Using the 4506-T as part of the mortgage loan process is straight-forward.
After collecting the financial documents required by their firm, the mortgage lender will provide a 4506-T form to the prospective borrower. The document is easy to fill out and there are no fees to either the borrower or the lender associated with using the 4506-T. Additionally, each document request to the IRS requires a separate 4506-T. Since the request is to a government agency there is no inquiry made to or displayed by the credit reporting bureau reports.
While the IRS has 48 hours to process the requests, most documents are provided within 24 hours.
As part of the lender’s quality control and auditing procedures, the lender uses the record transcripts returned by the IRS to verify against the documents provided by the loan applicants.
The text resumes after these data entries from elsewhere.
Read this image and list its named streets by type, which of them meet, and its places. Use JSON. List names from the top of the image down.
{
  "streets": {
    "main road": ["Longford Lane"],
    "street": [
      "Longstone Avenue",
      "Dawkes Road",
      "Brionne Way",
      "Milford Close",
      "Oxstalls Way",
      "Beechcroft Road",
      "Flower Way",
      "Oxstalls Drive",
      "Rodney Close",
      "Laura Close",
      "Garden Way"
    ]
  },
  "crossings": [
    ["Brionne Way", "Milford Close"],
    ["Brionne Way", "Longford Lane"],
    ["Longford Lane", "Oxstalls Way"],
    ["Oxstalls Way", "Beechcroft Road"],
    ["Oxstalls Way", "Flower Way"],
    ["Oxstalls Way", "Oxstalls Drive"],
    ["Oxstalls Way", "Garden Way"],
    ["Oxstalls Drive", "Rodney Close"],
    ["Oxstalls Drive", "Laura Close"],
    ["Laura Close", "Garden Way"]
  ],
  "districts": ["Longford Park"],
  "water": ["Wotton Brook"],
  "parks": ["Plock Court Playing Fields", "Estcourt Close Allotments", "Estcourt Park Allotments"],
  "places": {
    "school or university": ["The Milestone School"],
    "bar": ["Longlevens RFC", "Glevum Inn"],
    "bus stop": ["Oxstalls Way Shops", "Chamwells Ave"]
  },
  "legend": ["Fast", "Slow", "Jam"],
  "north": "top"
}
Factors that can complicate the procedure include itemized deductions, self-employment losses and capital gains and losses. In these circumstances the lender will typically order additional IRS documents such as Schedule C Profit or Loss From a Business, 1065 Partnership Income Statement, Schedule D Capital Gains and Losses and 1120 Information on Certain Persons Owning a Corporation’s Voting Stock.
Discrepancies in the amounts provided by the borrower or net income amounts from what is obtained from the IRS by the 4506-T request(s), can result in changing the loan approval amounts that the lender is able to authorize.
The 4506-T form is one of the most important non-tax forms that the IRS handles. It’s the form to request tax transcripts and is needed in a myriad of applications like student financial aid, mortgages, small business loans, and even bankruptcy. Tax transcripts have replaced copies of tax forms as definitive proof of income, proof of filing status, and proof of taxes paid. Electronic services for easy retrieval of tax transcripts have made getting transcripts very quick and easy.
The 4506-T form in particularly important for those filing bankruptcy. The bankruptcy code requires that all Chapter 13 filings include returns for the last 4 years prior to the date of filing for bankruptcy. These forms must be filed with the IRS before the first creditor meeting. It further requires that those filing bankruptcy must also timely file all tax forms that become due after the bankruptcy filing date. Tax transcripts are a definitive proof of filing and incomes so they are often required by trustees as early as possible in the process.
Tax transcripts help trustees and the judge properly determine your income level and the type of bankruptcy that you might be eligible for. Income requirements are different for the types of bankruptcies. If your income is too low, you might not be eligible for a Chapter 13 and if your income is too high, you might not be eligible for a Chapter 7 filing. Since trustees have a good look at your income with your tax transcripts, they can determine the likelihood that you can repay the debt and your eligibility for debt relief.
If you are going to file bankruptcy, now is a good time to fill out a Form 4506-T to request your most recent tax transcripts. Remember to request the 4 most recent years, depending on the type of bankruptcy you are filing. If you use an electronic service to file Form 4506-T, then you can speed up the process of getting your tax transcripts.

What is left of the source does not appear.